Rest breaks are a necessity for every vehicle, but they don’t have to be dull. The Sharon Welcome Center in Vermont received a lot of positive feedback when they erected a Vietnam Veterans Memorial on the property. The roadway and mountains in the background, according to veterans, reminded them of Route 1 in Vietnam. However, as the location grew in popularity, there were issues with the sewage infrastructure keeping up with the demand.
The Living Machine was born as a result of this reaction, and it recycles wastewater via a system of tanks holding different types of flora and fauna, which organically cleans the sewage.

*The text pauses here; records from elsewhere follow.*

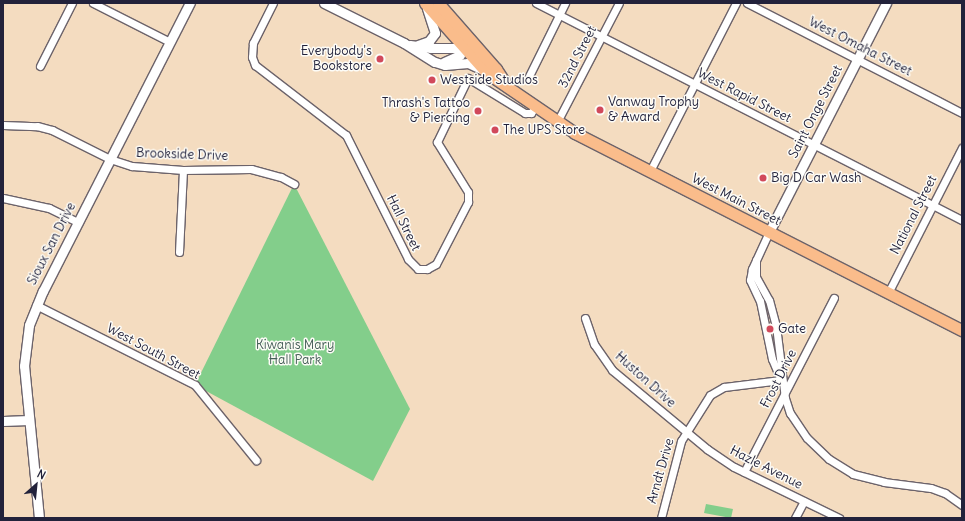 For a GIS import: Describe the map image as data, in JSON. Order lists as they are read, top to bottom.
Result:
{
  "streets": {
    "main road": ["West Main Street"],
    "street": [
      "West Omaha Street",
      "32nd Street",
      "West Rapid Street",
      "Saint Onge Street",
      "Brookside Drive",
      "National Street",
      "Hall Street",
      "Sioux San Drive",
      "West South Street",
      "Frost Drive",
      "Huston Drive",
      "Hazle Avenue",
      "Arndt Drive"
    ]
  },
  "crossings": [
    ["West Omaha Street", "Saint Onge Street"],
    ["32nd Street", "West Rapid Street"],
    ["32nd Street", "West Main Street"],
    ["West Rapid Street", "Saint Onge Street"],
    ["West Rapid Street", "National Street"],
    ["Saint Onge Street", "West Main Street"],
    ["Brookside Drive", "Sioux San Drive"],
    ["West Main Street", "National Street"],
    ["West Main Street", "Hall Street"],
    ["Sioux San Drive", "West South Street"],
    ["Frost Drive", "Hazle Avenue"],
    ["Huston Drive", "Hazle Avenue"],
    ["Huston Drive", "Arndt Drive"],
    ["Hazle Avenue", "Arndt Drive"]
  ],
  "parks": ["Kiwanis Mary Hall Park"],
  "places": [
    "Everybody's Bookstore",
    "Westside Studios",
    "Vanway Trophy & Award",
    "Thrash's Tattoo & Piercing",
    "The UPS Store",
    "Big D Car Wash",
    "Gate"
  ],
  "north": "top right"
} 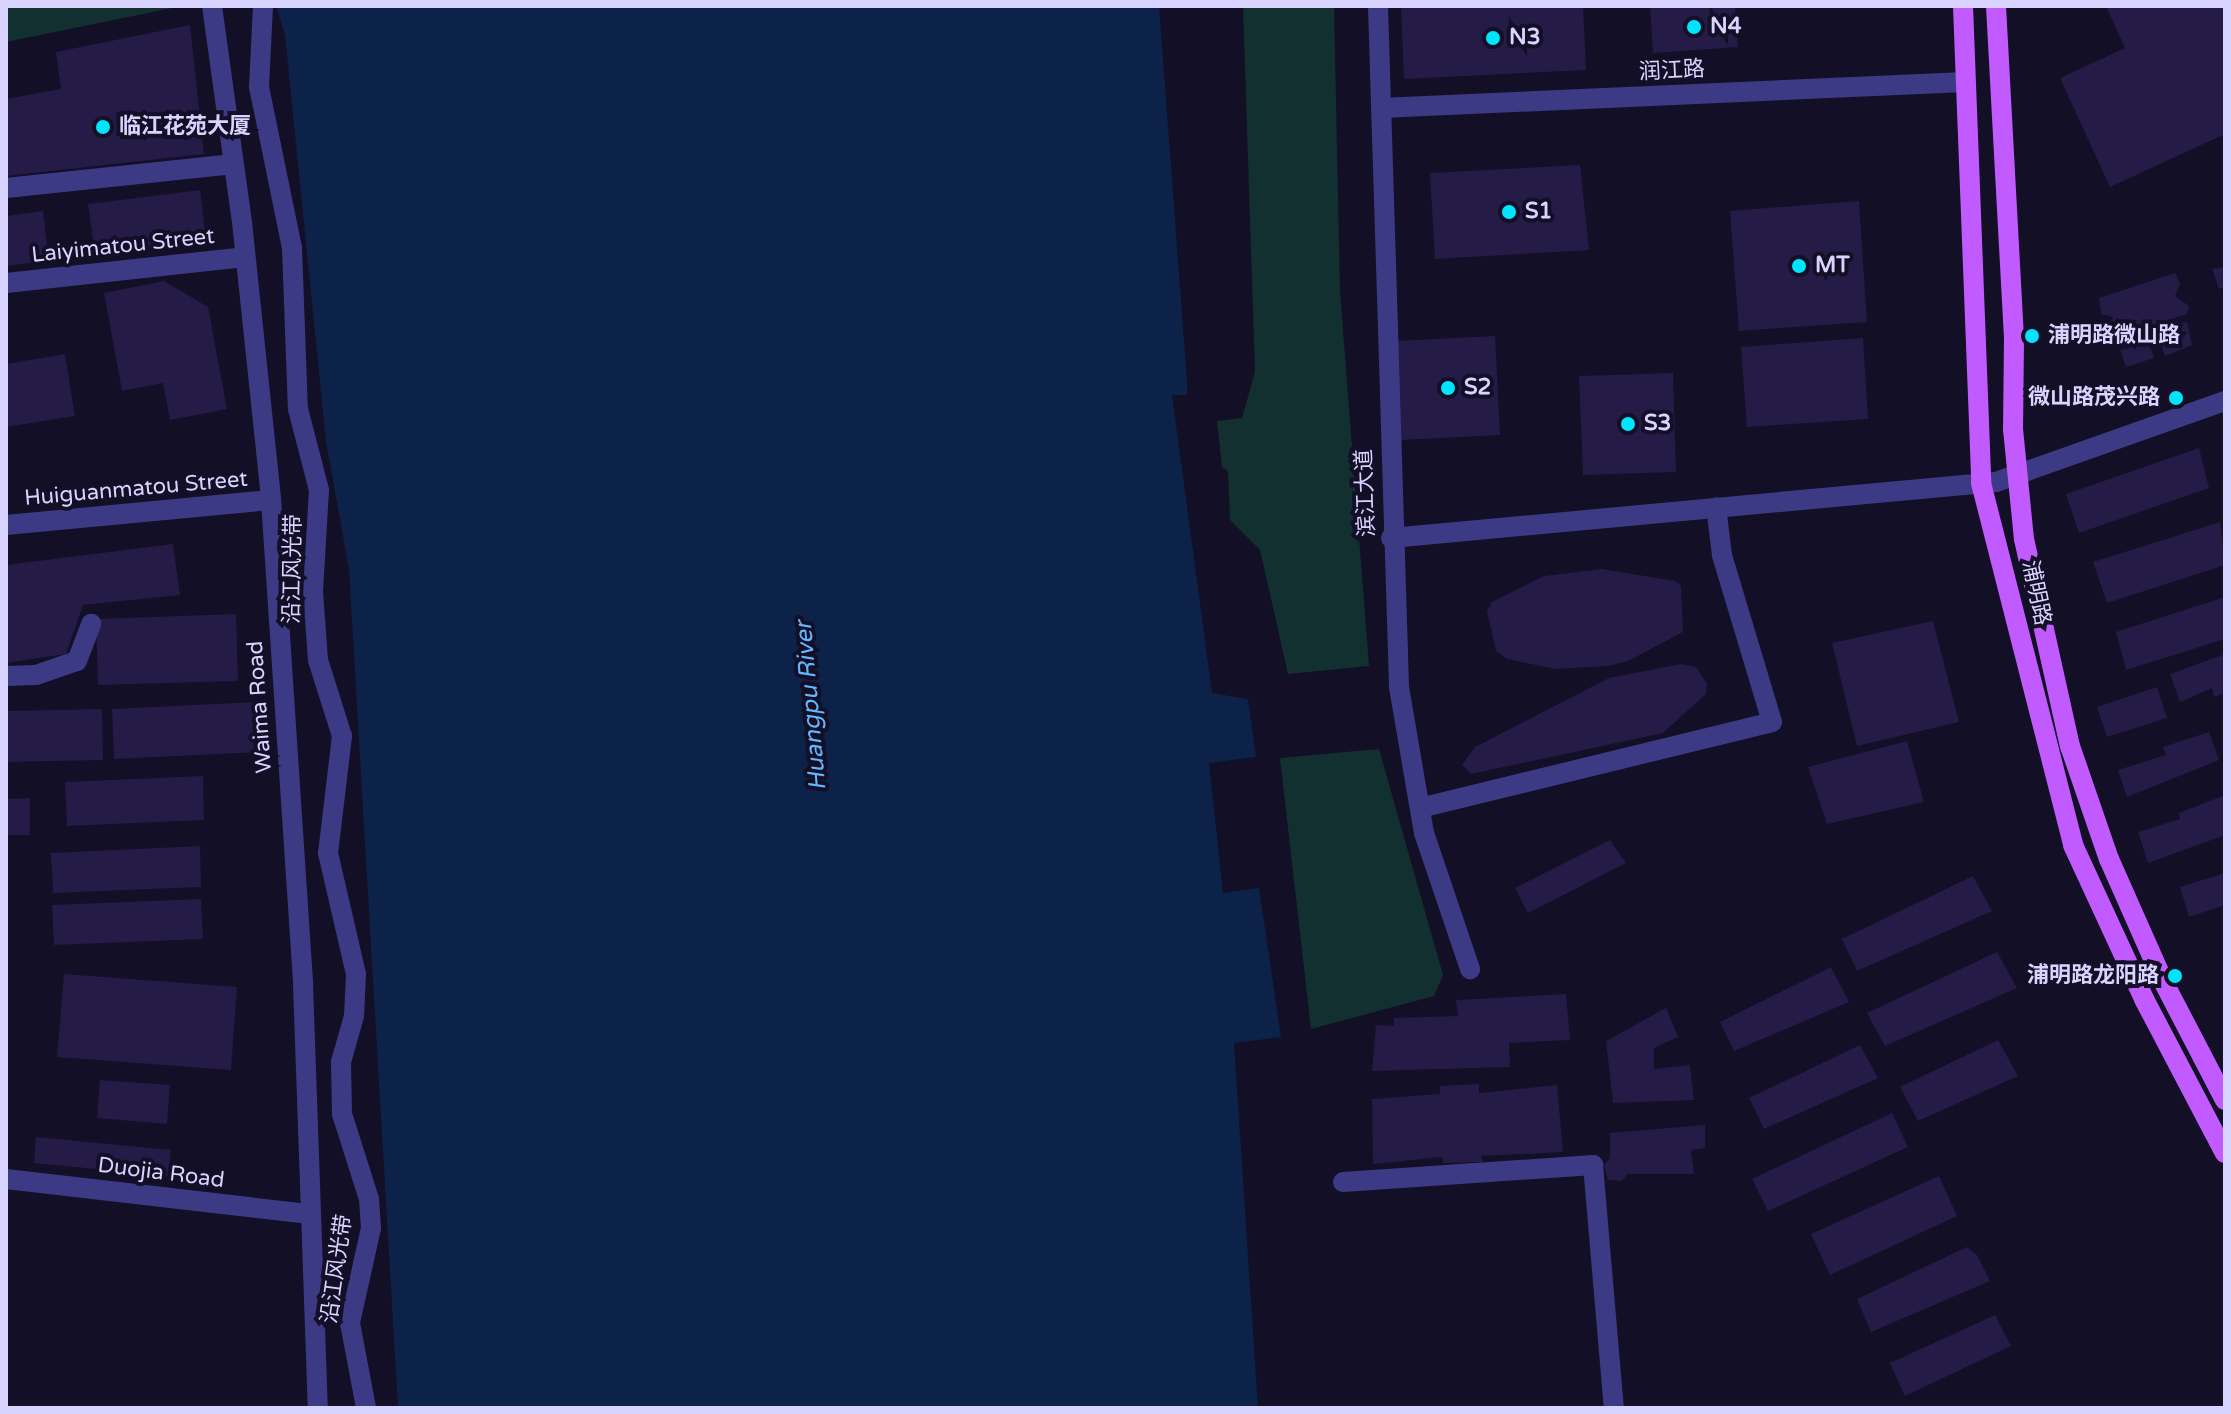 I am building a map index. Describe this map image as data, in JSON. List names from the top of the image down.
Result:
{
  "streets": {
    "main road": ["浦明路"],
    "street": [
      "润江路",
      "Laiyimatou Street",
      "Huiguanmatou Street",
      "滨江大道",
      "沿江风光带",
      "Waima Road",
      "Duojia Road"
    ]
  },
  "crossings": [
    ["润江路", "滨江大道"],
    ["润江路", "浦明路"],
    ["Laiyimatou Street", "Waima Road"],
    ["Huiguanmatou Street", "Waima Road"],
    ["Waima Road", "Duojia Road"]
  ],
  "water": ["Huangpu River"],
  "places": [
    "N4",
    "N3",
    "临江花苑大厦",
    "S1",
    "MT",
    "浦明路微山路",
    "S2",
    "微山路茂兴路",
    "S3",
    "浦明路龙阳路"
  ]
} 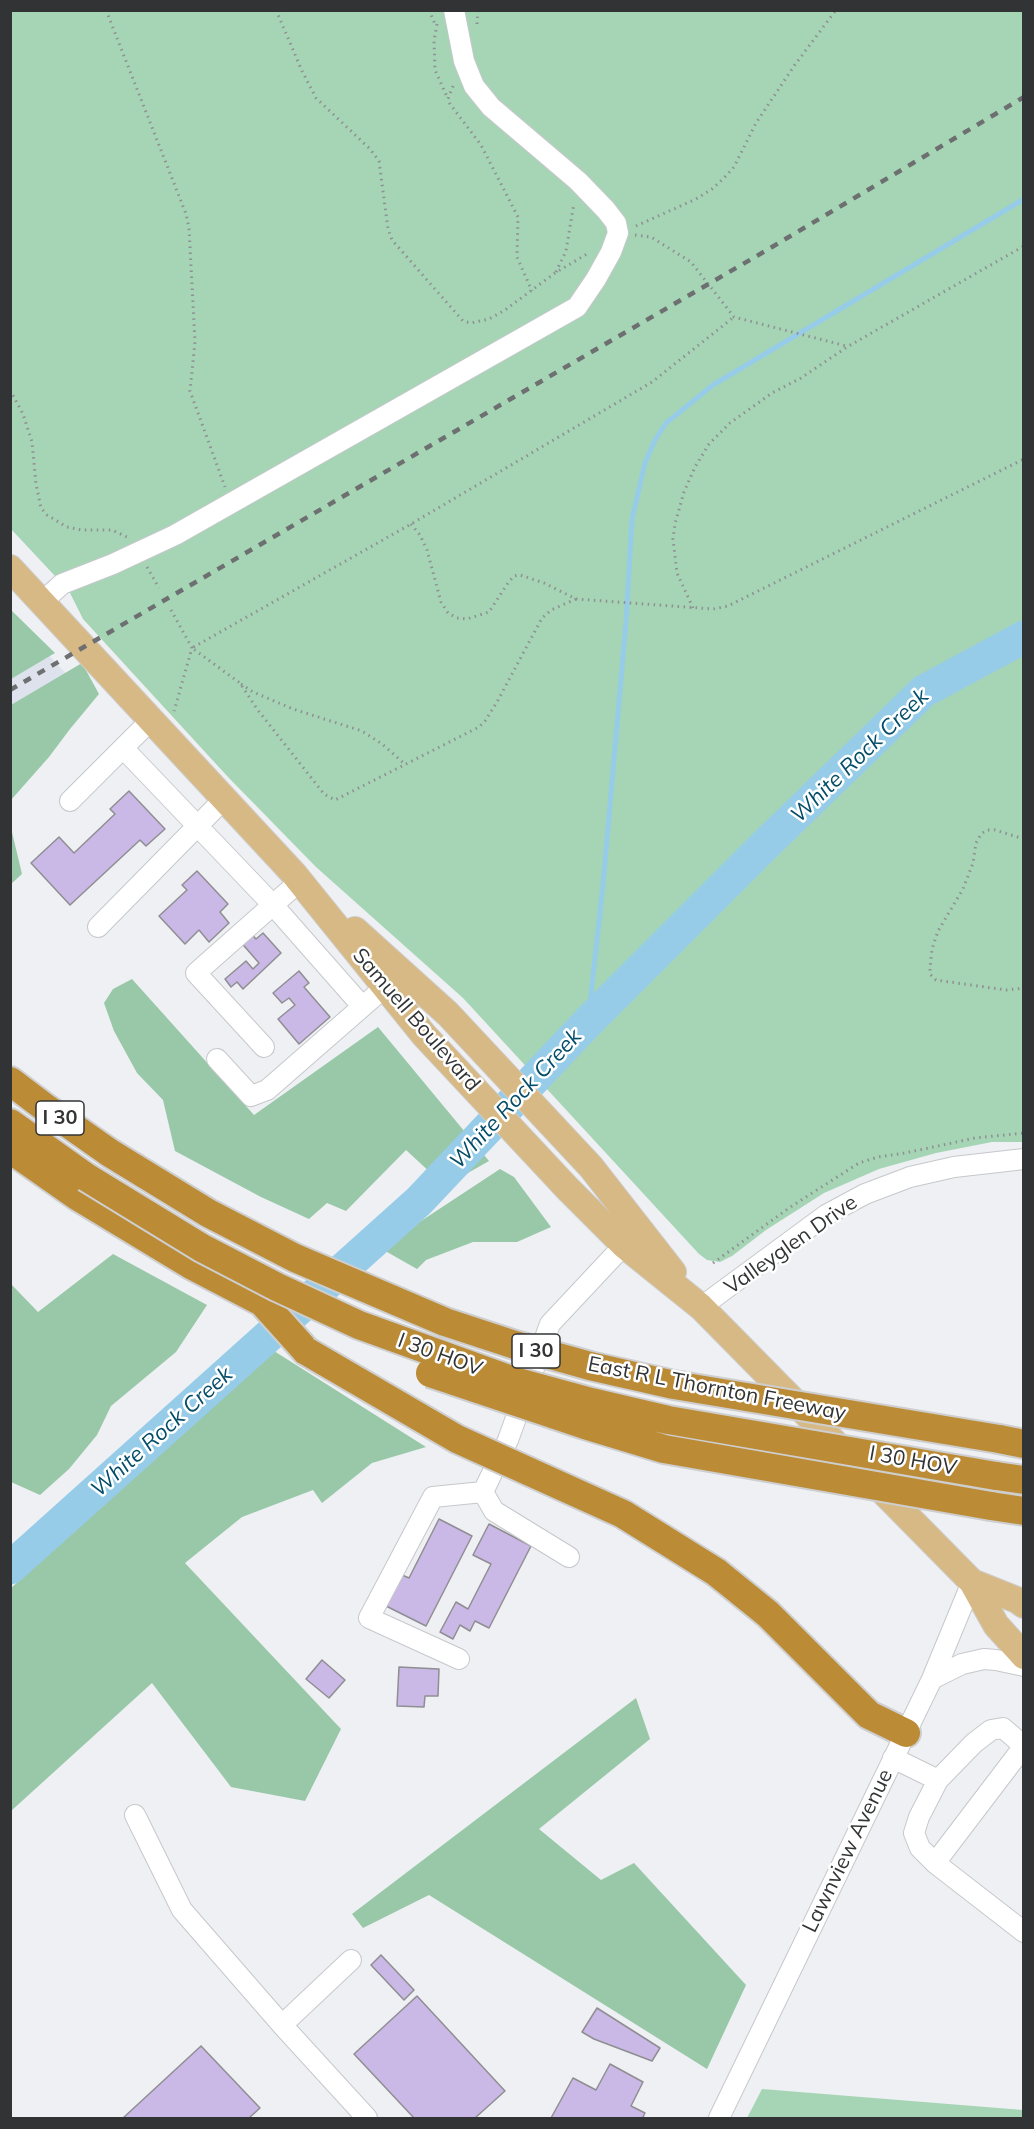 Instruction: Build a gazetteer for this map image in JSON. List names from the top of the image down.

Travelers coming from New Hampshire will find the site on Interstate 89, while those departing Interstate 91 would find it on Interstate 91.
It is not difficult to be a responsible, environmentally conscious traveler as long as one is aware of the effect produced throughout the trip. We can make our personal interactions with nature pleasant by selecting locations that provide sustainable tourism choices. We can leave the planet in better shape than we found it, whether we’re trekking through a national park or driving across the country, as long as we leave a small imprint.